Minneapolis is REALLY big compared to our small town of Wausau and while I enjoyed soaking up the atmosphere - diverse people-watching, tons of food options, beautiful cityscapes - I know I couldn't live in a city that size; it's too much constant input and not enough nature. But I did happen to find some "rocks" in this metropolis - even if they were man-made!
We had a great dinner at Mason's Restaurant consisting of burgers and homemade potato chips (that were AWESOME!) - and beverages served in mason jars, of course. So cool. I had my very first mojito and I can tell you I'll definitely be enjoying more of them this summer.
The concert had it's good and bad, but we made the best of it. I had gotten seats that were definitely "nose bleed" seats - we were in the 5th row down from the very top. I had never been to the Target Center before and was not prepared for how "vertical" the seating was. It was borderline dangerous, in my opinion. And I had forgotten how seriously afraid of heights my mom is.

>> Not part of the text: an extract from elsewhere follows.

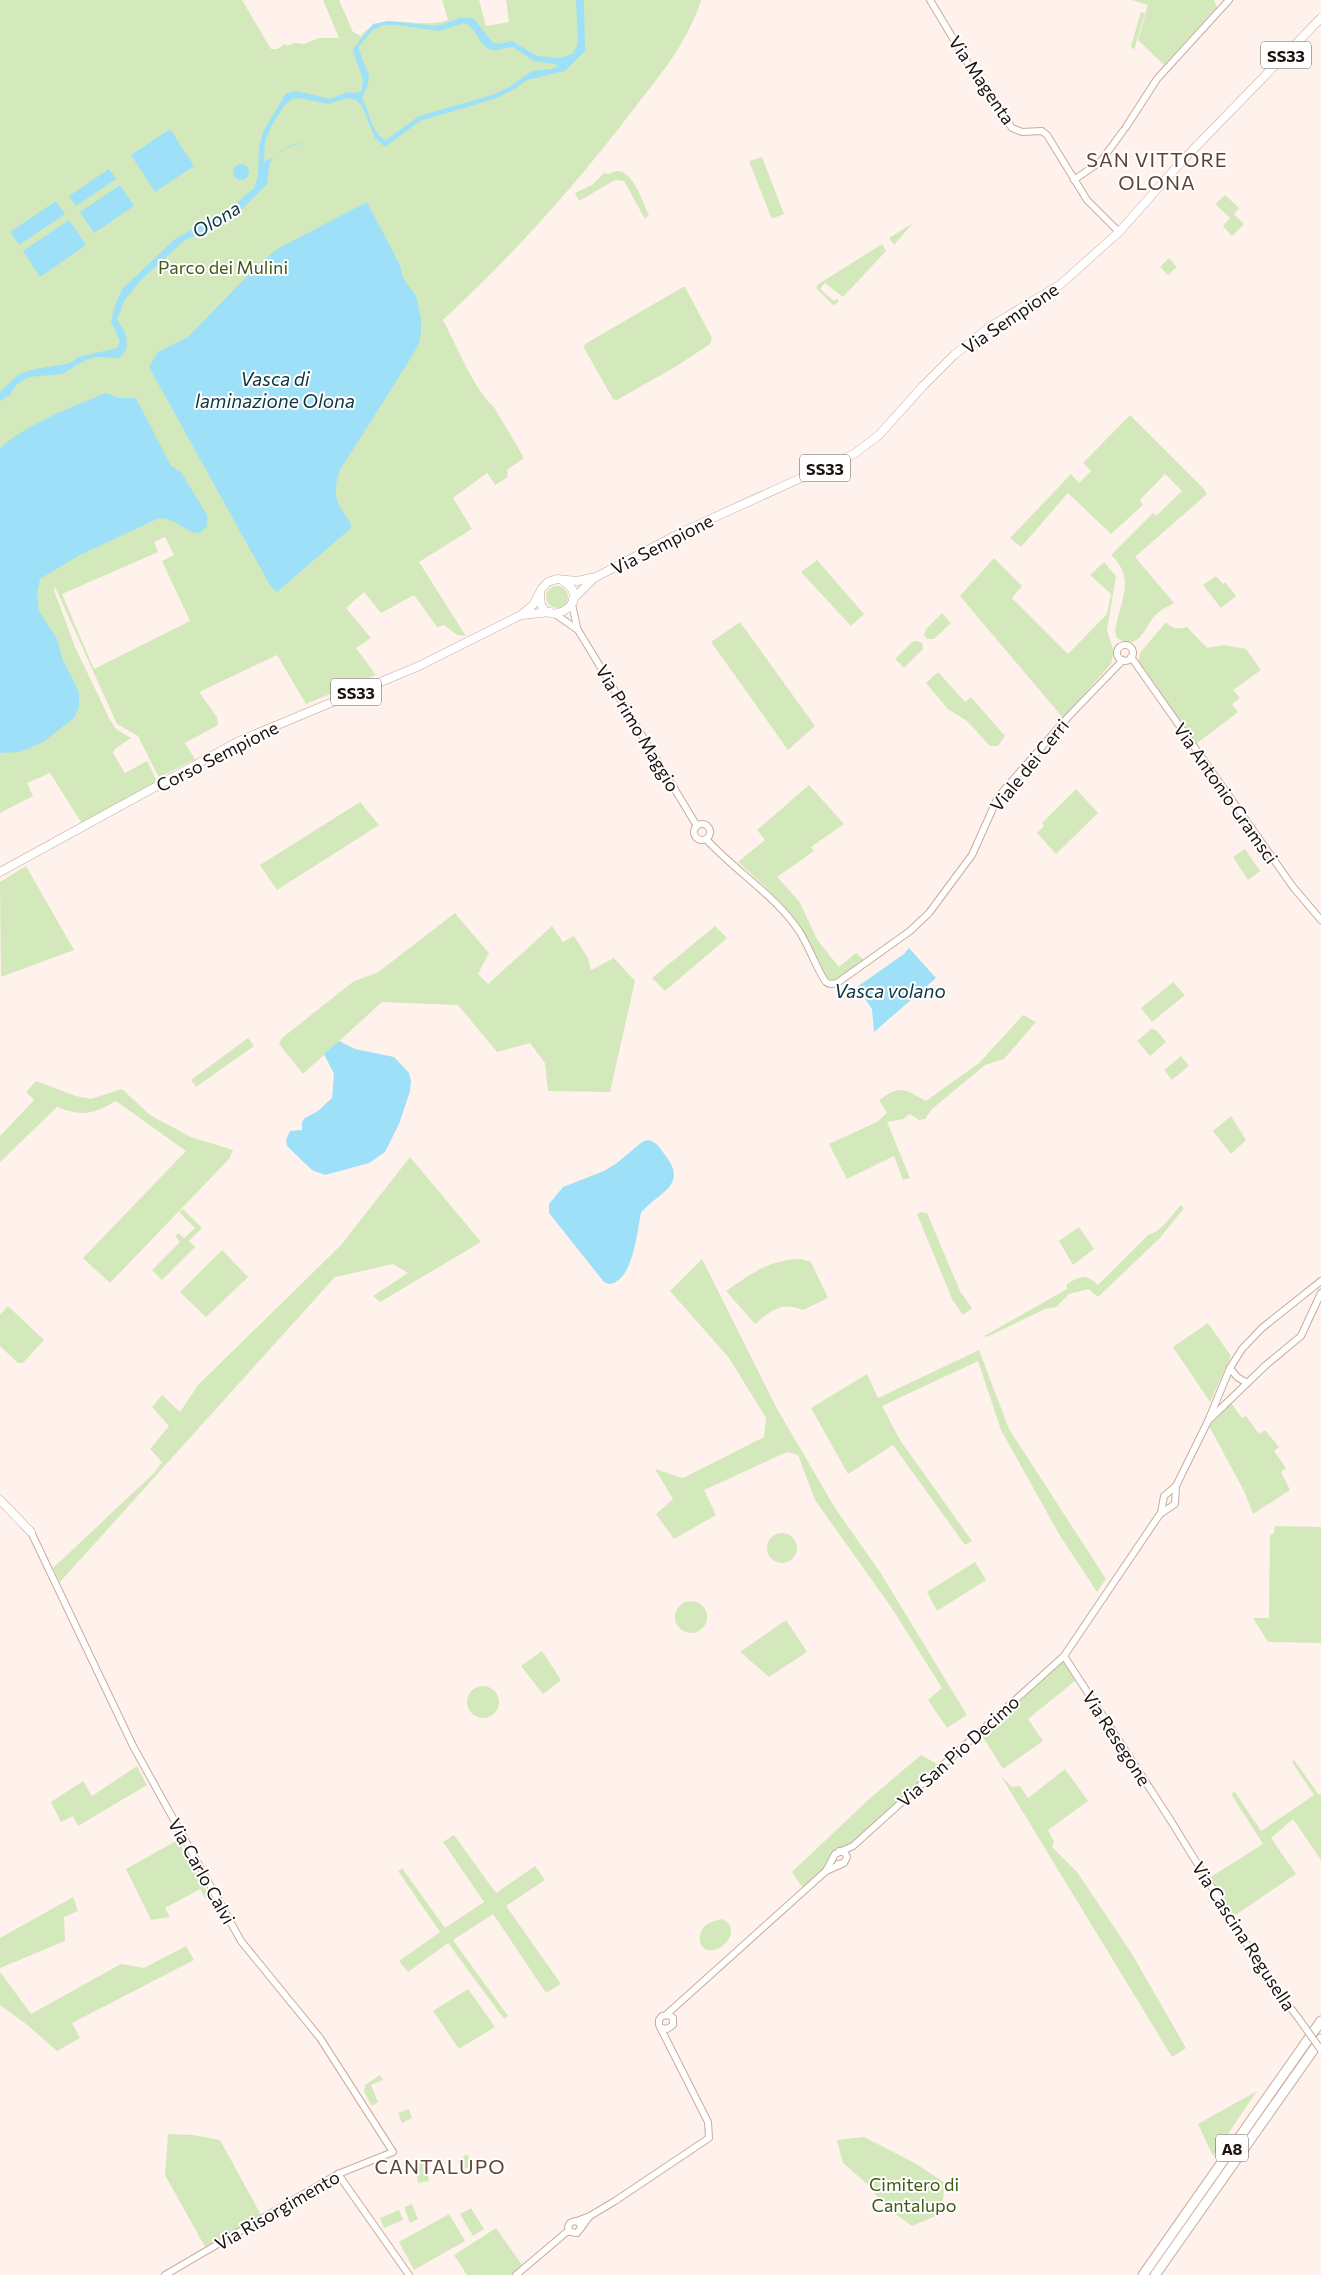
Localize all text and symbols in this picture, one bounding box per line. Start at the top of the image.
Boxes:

We got there early and were adjusting to the seating, but neither of us were comfortable. The seats were extremely small and close together, there was no leg room and each row seemed to be stacked on top of the other. As the lights went down and the backup band started to play, Mom started to have an anxiety attack - the height combined with the darkness was making the whole arena sway and she was afraid she'd fall forward and tumble all the way down. I helped steer her out of our row and down the stairs, one at a time. I quickly realized that we were not going to be able to go back to our seats and was afraid we were going to have to leave. Mom was having none of that. So we hung out in the concession area while the backup band played and when Tom Petty started, we stood against the stairways just inside the arena doorways on our mezzanine. Unfortunately the "ticket helpers" were determined to get everyone in their seats and keep the entrances clear, which I completely understand - it's a fire code safety thing. But because I wasn't going to make her go back to our seats and risk her safety, we played this "cat-and-mouse" game and retreated to the concession area or bathroom every time they came through to clear people out of the area.

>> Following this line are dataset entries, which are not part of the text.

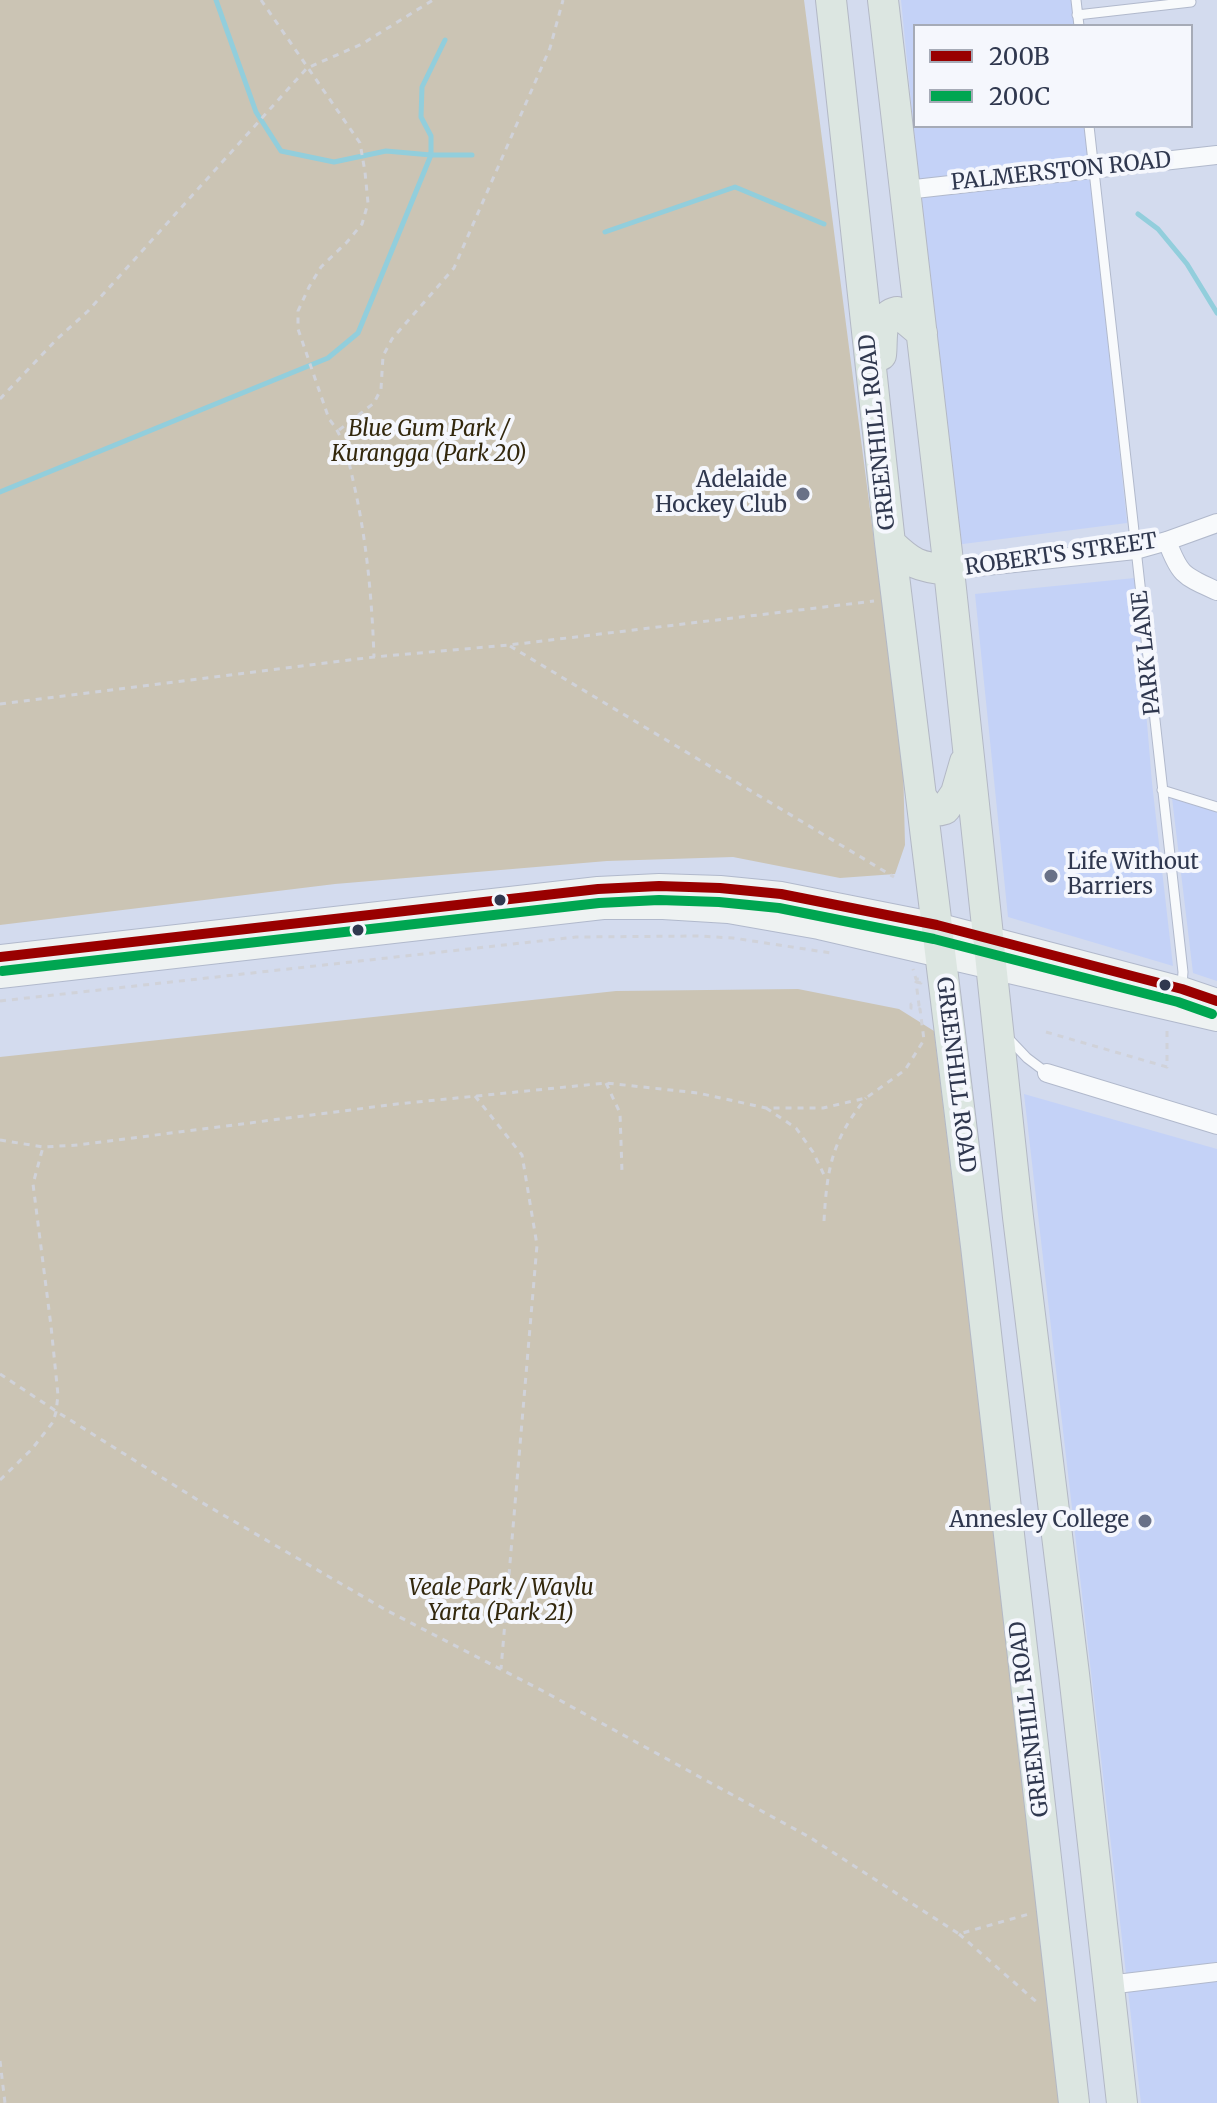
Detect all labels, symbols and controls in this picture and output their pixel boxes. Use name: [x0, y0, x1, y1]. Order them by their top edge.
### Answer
legend: [913, 24, 1193, 128]
text: 200B: [989, 41, 1049, 72]
text: 200C: [989, 81, 1050, 112]
street label: PALMERSTON ROAD: [950, 147, 1172, 197]
street label: GREENHILL ROAD: [855, 333, 901, 531]
park label: Blue Gum Park / Kurangga (Park 20): [331, 417, 527, 468]
place label: Adelaide Hockey Club: [655, 468, 787, 520]
marker: Adelaide Hockey Club: [794, 485, 812, 503]
street label: ROBERTS STREET: [963, 528, 1159, 582]
street label: PARK LANE: [1127, 589, 1167, 717]
place label: Life Without Barriers: [1067, 850, 1199, 902]
marker: Life Without Barriers: [1042, 867, 1060, 885]
unlabelled marker: [492, 892, 508, 908]
unlabelled marker: [350, 922, 366, 938]
street label: GREENHILL ROAD: [930, 976, 980, 1174]
unlabelled marker: [1157, 977, 1173, 993]
place label: Annesley College: [949, 1508, 1129, 1534]
marker: Annesley College: [1136, 1512, 1154, 1530]
park label: Veale Park / Waylu Yarta (Park 21): [408, 1576, 594, 1628]
street label: GREENHILL ROAD: [1005, 1620, 1055, 1818]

We grew tired of the game after awhile since the ticket helpers were getting more direct with their enforcement, so we left early. Even though we didn't get to see the whole show, we had fun and enjoyed the time we were there. It was only 10pm when we left and the city was alive with sights and sounds. The air was warm and breezy so we took a leisurely stroll back to the hotel, people-watching the entire time. Along the way, we came across a street musician with a dog. I'm a sucker for dogs - everywhere I go I'm constantly pointing out dogs and asking if I can pet them. So, of course, I asked if I could pet his dog... and as I did so, the dog got up and came towards me as if it knew what I had asked. I crouched down to pet the dog and talked to his owner.
I asked the usual questions - how old is he, what's his name, etc. So when he told me the dog's name was "Deathrow" and I gave him this look that I'm sure he's seen a million times before when people learn his dog's name, he showed me the rectangular ID card on the dog's collar that identified him as a Service Dog, Name: Deathrow, Type: ESA. I had just learned about Emotional Support Animals (ESA's) last week through a favorite blogger of mine, Gigi Griffis. Her dog, Luna, is an ESA. Also I had heard a radio program on NPR last week about airlines using ESA's to comfort passengers waiting for flights in airports. How fitting that I got to meet one this weekend!

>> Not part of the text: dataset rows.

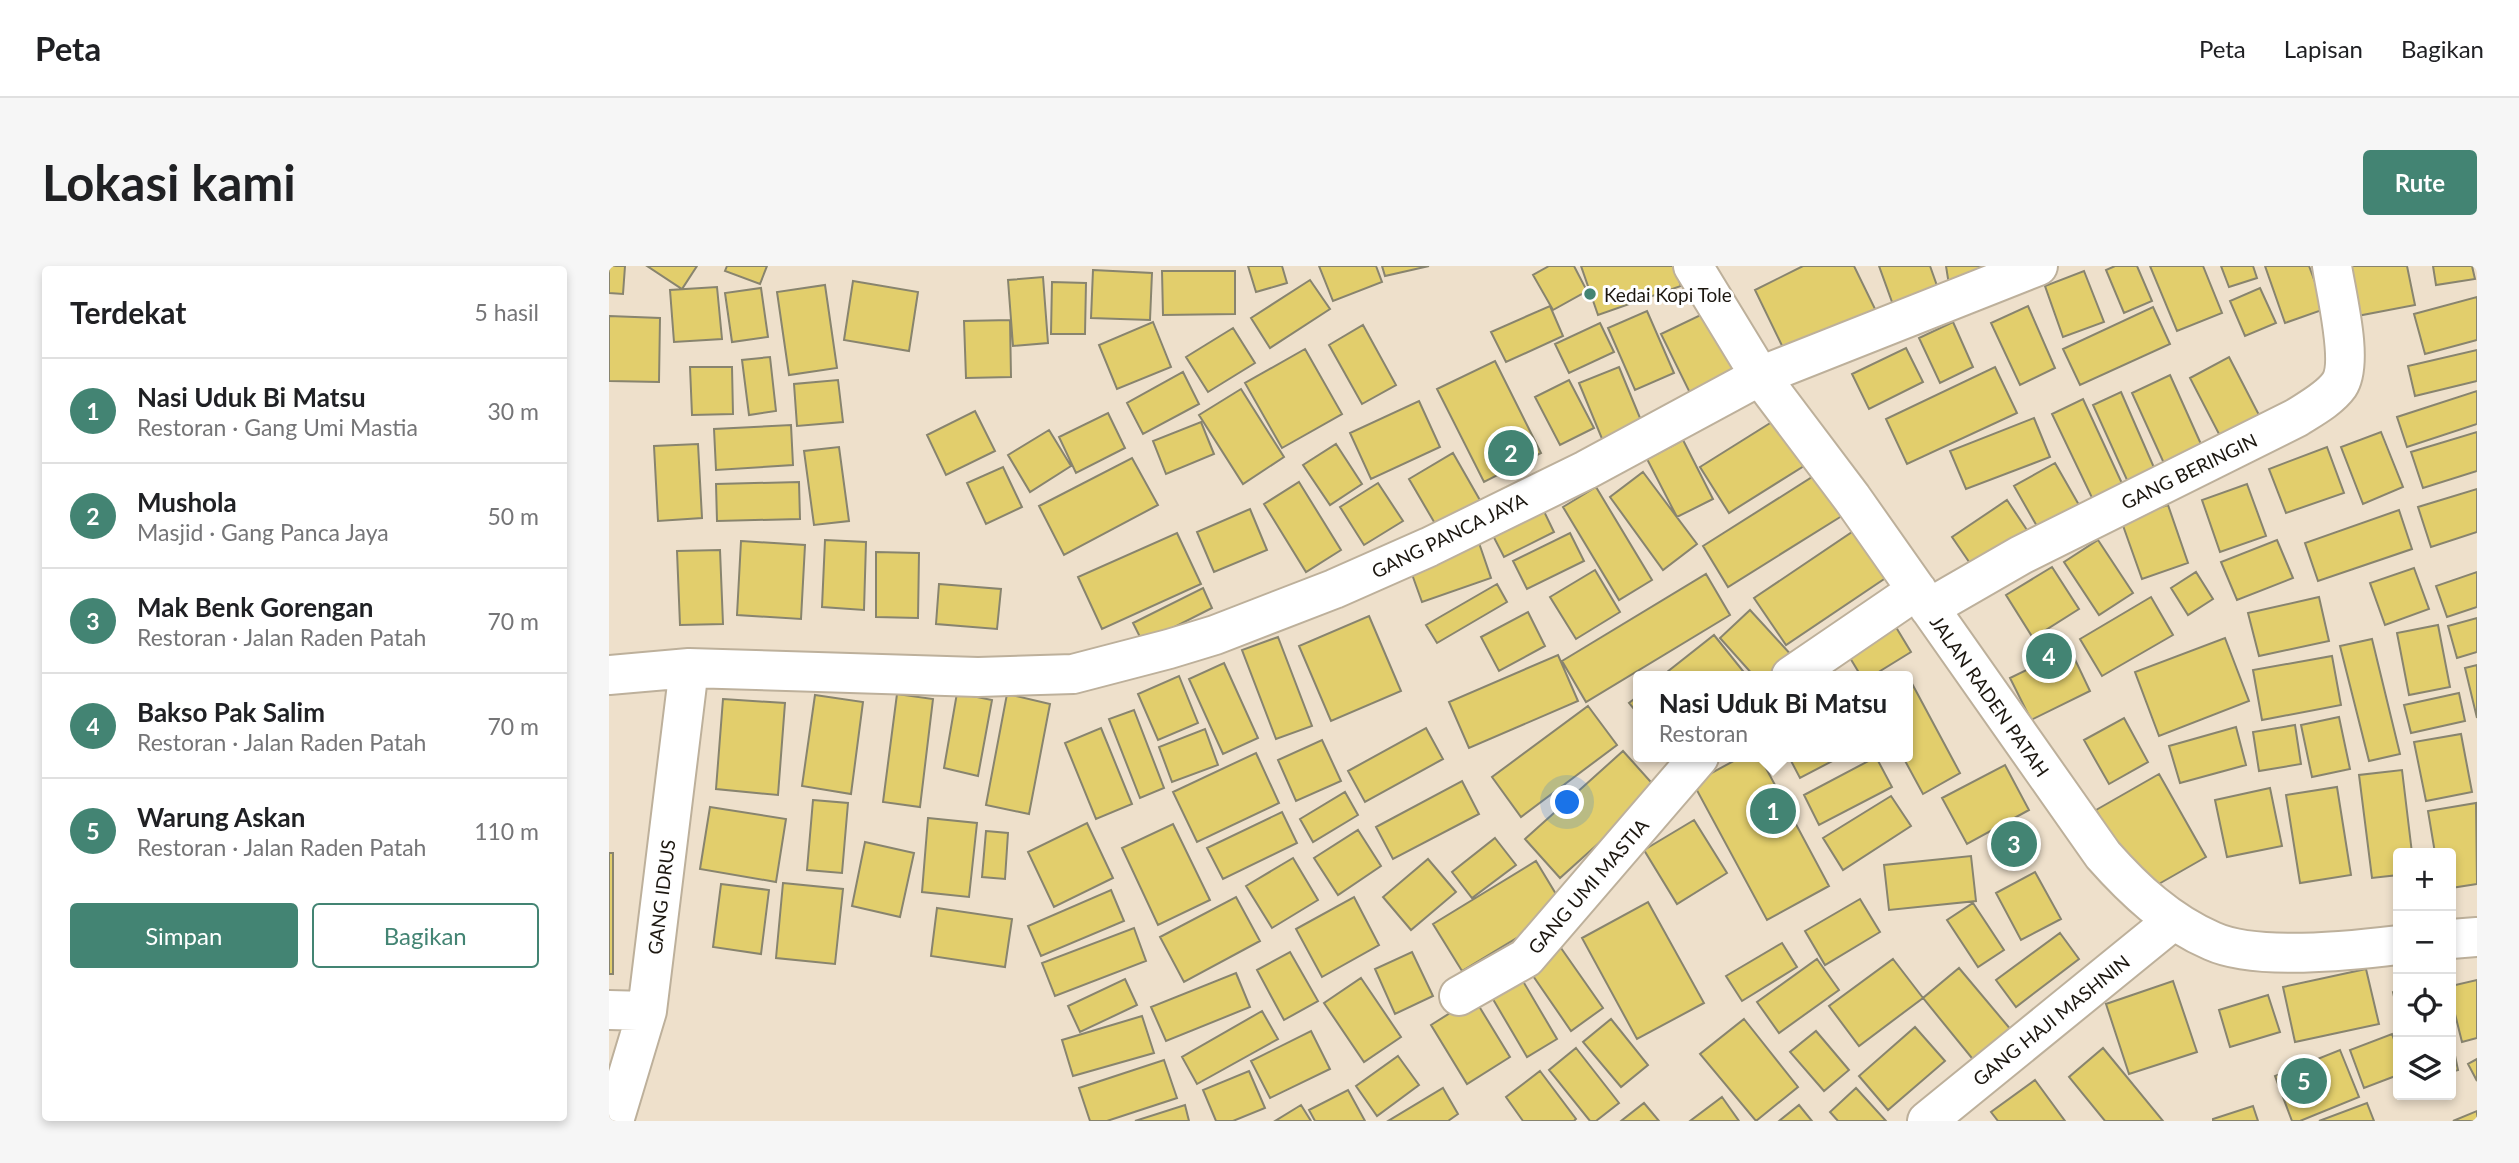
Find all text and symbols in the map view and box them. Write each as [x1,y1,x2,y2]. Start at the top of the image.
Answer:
text: Peta [35,28,101,68]
text: Peta [2199,34,2246,63]
text: Lapisan [2284,34,2363,63]
text: Bagikan [2401,34,2484,63]
button: Rute [2363,150,2477,215]
text: Lokasi kami [42,153,296,211]
place label: Kedai Kopi Tole [1604,283,1732,306]
marker: Kedai Kopi Tole [1582,286,1598,302]
text: Terdekat [70,294,186,330]
text: 5 hasil [475,298,539,326]
text: Nasi Uduk Bi Matsu [137,381,366,413]
text: 1 [86,397,100,425]
text: 30 m [488,397,539,425]
text: Restoran · Gang Umi Mastia [137,413,418,441]
pin: 2 [1488,427,1534,479]
street label: GANG BERINGIN [2117,428,2261,514]
text: Mushola [137,486,237,518]
street label: GANG PANCA JAYA [1368,487,1530,583]
text: 2 [86,502,100,530]
text: 50 m [488,502,539,530]
text: Masjid · Gang Panca Jaya [137,518,389,546]
text: Mak Benk Gorengan [137,591,373,623]
text: 3 [86,607,100,635]
text: 70 m [488,607,539,635]
street label: JALAN RADEN PATAH [1926,611,2054,781]
text: Restoran · Jalan Raden Patah [137,623,426,651]
pin: 4 [2026,630,2072,682]
popup [1633,671,1913,762]
text: Nasi Uduk Bi Matsu [1659,687,1887,719]
text: Bakso Pak Salim [137,696,325,728]
text: 4 [86,712,100,740]
text: 70 m [488,712,539,740]
text: Restoran [1659,719,1748,747]
text: Restoran · Jalan Raden Patah [137,728,426,756]
your location [1550,785,1584,819]
pin: 1 [1750,785,1796,837]
text: Warung Askan [137,801,305,833]
street label: GANG UMI MASTIA [1523,813,1653,958]
text: 5 [86,817,100,845]
text: 110 m [474,817,539,845]
pin: 3 [1991,818,2037,870]
text: Restoran · Jalan Raden Patah [137,833,426,861]
street label: GANG IDRUS [643,838,679,956]
map controls [2393,848,2456,1100]
button: + [2393,848,2456,911]
button: Simpan [70,903,298,968]
button: Bagikan [312,903,539,968]
button: − [2393,911,2456,974]
street label: GANG HAJI MASHNIN [1968,950,2134,1090]
button: locate [2393,974,2456,1037]
button: layers [2393,1037,2456,1100]
pin: 5 [2281,1055,2327,1107]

When I asked what kind of dog Deathrow was, the man replied, "he's part Cowardly Lion and part Luckdragon." I told him that I could totally see both those traits! I wondered how many people would know what a Luckdragon is. We put our donation in his guitar case and received a song in return, but the real reward was being comforted by this ESA while being separated from my own dog.
Sometimes you just need to hug a dog.